_Task instructions_.
The response should reproduce exactly the lines from the top of the listing below through the one that contains "height:20px; margin:-10px; padding:0", and nothing else; pictures do not belong in it.

_Data under study_.
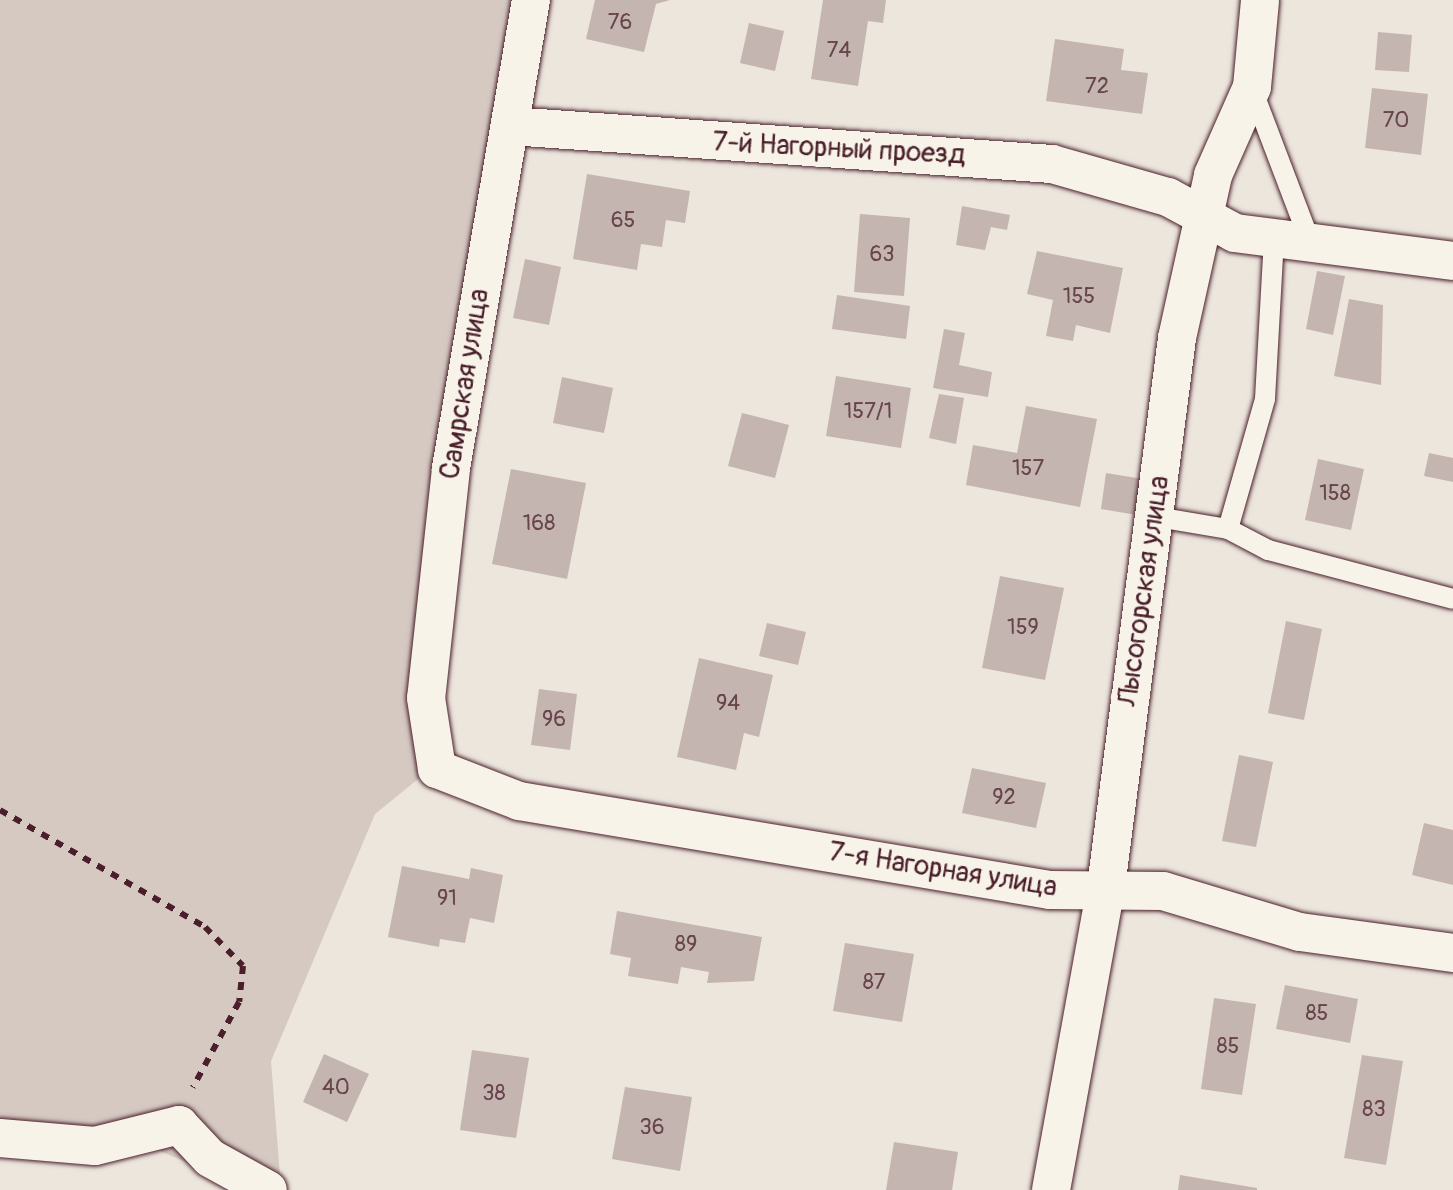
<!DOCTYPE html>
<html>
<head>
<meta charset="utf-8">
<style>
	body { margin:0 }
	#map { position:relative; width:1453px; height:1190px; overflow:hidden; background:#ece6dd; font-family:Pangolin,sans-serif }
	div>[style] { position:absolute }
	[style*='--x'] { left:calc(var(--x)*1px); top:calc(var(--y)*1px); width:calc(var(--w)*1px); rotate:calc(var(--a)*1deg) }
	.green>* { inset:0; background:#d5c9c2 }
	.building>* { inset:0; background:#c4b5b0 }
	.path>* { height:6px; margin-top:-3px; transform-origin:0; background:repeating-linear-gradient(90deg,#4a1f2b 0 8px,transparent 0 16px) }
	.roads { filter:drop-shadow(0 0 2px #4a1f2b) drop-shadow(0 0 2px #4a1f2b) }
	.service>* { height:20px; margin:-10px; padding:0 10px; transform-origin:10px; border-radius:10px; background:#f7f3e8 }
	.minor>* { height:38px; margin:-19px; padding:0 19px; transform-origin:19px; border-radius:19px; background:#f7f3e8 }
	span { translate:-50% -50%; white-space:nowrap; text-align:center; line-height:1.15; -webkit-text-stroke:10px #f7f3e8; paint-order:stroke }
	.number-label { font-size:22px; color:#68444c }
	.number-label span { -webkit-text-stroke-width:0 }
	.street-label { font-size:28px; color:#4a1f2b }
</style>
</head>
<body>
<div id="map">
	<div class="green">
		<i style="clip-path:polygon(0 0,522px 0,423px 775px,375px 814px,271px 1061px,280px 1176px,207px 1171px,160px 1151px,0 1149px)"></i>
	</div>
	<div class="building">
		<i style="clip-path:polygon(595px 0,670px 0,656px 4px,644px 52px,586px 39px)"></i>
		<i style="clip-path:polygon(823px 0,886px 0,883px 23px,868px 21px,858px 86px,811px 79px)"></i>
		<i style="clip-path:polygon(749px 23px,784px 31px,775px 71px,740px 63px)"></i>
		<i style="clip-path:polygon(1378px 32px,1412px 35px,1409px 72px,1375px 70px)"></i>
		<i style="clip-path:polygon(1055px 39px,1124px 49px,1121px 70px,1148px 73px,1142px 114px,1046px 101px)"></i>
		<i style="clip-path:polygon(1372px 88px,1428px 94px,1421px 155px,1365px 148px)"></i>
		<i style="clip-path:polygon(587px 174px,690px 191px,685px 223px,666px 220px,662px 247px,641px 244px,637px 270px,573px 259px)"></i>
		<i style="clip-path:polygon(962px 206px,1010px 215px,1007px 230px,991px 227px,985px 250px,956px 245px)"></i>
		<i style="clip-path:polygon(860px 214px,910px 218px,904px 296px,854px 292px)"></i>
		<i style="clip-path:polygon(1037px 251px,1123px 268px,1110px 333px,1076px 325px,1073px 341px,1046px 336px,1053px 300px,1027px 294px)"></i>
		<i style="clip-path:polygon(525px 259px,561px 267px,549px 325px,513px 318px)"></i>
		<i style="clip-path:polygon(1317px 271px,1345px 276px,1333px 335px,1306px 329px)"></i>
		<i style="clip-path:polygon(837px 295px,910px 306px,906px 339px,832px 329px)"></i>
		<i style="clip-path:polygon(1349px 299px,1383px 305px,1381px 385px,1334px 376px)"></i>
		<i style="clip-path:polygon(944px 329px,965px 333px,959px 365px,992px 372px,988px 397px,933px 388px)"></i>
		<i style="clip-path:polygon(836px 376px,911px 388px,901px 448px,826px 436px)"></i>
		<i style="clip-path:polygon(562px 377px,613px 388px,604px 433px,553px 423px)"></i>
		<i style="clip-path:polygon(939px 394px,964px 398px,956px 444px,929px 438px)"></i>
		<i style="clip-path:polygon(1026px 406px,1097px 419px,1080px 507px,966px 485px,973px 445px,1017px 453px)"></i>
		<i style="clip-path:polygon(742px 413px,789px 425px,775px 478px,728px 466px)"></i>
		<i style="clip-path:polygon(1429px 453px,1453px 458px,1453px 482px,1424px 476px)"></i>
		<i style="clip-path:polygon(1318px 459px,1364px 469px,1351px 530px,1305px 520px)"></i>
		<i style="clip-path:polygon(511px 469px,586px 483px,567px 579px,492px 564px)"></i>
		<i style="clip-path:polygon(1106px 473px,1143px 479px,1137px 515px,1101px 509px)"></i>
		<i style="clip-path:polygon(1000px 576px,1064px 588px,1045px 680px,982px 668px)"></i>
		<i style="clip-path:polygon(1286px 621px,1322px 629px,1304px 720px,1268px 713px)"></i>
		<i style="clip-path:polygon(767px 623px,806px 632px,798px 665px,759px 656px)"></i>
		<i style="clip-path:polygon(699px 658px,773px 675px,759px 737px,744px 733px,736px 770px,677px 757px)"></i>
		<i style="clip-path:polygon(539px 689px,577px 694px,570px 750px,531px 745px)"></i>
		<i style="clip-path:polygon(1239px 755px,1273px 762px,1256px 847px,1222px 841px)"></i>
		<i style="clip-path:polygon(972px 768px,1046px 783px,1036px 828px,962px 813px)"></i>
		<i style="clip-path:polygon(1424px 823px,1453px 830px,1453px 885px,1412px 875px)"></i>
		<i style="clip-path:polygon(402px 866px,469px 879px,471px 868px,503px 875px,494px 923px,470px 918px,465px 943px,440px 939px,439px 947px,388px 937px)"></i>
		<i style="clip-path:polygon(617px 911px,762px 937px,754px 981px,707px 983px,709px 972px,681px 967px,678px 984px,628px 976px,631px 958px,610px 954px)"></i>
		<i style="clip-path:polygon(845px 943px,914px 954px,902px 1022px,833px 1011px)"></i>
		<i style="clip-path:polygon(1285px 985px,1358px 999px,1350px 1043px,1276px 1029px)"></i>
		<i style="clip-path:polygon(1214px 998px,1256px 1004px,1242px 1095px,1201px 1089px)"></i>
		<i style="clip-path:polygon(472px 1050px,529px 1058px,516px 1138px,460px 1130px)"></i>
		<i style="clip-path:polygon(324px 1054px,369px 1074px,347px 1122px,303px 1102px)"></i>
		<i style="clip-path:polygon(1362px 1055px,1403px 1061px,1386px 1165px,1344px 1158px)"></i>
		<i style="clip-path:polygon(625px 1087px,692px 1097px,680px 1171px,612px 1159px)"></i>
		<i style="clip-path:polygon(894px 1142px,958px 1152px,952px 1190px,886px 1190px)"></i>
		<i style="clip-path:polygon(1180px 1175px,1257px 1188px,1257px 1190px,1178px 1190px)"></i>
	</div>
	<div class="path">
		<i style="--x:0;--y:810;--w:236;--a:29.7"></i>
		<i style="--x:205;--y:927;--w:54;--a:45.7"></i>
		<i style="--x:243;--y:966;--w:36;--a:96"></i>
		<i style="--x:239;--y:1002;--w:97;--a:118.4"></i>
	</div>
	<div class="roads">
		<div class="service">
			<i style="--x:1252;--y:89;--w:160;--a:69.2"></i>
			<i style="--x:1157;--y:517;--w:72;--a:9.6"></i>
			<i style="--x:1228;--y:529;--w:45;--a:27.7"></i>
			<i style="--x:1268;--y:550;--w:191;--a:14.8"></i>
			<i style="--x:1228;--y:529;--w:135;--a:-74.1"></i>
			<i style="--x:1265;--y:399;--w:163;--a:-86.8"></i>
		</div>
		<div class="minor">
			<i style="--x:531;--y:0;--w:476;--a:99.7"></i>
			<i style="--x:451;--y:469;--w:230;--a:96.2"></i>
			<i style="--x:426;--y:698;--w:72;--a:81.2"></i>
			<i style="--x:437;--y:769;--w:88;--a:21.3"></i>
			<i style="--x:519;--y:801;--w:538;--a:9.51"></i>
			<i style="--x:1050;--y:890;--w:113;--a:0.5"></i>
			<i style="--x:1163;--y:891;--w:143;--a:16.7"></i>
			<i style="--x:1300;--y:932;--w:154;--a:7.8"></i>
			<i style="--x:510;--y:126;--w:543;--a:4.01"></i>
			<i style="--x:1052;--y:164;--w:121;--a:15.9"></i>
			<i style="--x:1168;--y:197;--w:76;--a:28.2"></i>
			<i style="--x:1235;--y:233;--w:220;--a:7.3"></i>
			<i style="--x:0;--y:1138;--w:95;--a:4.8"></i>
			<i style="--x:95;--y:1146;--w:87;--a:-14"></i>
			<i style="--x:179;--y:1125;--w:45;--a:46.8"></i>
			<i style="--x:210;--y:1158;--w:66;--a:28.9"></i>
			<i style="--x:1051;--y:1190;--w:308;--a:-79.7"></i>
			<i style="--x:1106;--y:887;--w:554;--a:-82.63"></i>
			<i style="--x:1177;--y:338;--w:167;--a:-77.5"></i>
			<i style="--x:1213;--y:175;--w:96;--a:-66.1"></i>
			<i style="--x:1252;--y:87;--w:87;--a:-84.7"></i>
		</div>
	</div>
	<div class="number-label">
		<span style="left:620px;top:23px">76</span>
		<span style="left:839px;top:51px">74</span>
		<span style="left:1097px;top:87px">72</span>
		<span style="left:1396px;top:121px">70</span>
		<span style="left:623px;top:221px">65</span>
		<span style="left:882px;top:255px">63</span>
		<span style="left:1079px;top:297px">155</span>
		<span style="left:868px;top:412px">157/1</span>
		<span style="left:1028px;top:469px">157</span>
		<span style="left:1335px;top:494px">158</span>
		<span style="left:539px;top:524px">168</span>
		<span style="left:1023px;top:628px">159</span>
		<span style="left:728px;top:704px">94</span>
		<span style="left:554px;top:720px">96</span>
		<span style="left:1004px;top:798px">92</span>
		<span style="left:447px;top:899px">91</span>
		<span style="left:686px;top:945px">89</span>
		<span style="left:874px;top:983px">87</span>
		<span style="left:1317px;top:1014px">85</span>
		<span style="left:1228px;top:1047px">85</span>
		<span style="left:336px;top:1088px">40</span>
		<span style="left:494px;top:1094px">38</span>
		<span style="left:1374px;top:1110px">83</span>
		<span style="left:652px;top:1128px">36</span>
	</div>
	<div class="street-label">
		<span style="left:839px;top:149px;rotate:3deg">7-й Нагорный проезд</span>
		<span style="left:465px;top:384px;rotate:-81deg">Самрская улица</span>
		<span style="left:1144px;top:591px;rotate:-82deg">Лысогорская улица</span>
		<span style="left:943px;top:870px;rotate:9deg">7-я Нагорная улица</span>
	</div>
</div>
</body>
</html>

_Your solution_.
<!DOCTYPE html>
<html>
<head>
<meta charset="utf-8">
<style>
	body { margin:0 }
	#map { position:relative; width:1453px; height:1190px; overflow:hidden; background:#ece6dd; font-family:Pangolin,sans-serif }
	div>[style] { position:absolute }
	[style*='--x'] { left:calc(var(--x)*1px); top:calc(var(--y)*1px); width:calc(var(--w)*1px); rotate:calc(var(--a)*1deg) }
	.green>* { inset:0; background:#d5c9c2 }
	.building>* { inset:0; background:#c4b5b0 }
	.path>* { height:6px; margin-top:-3px; transform-origin:0; background:repeating-linear-gradient(90deg,#4a1f2b 0 8px,transparent 0 16px) }
	.roads { filter:drop-shadow(0 0 2px #4a1f2b) drop-shadow(0 0 2px #4a1f2b) }
	.service>* { height:20px; margin:-10px; padding:0 10px; transform-origin:10px; border-radius:10px; background:#f7f3e8 }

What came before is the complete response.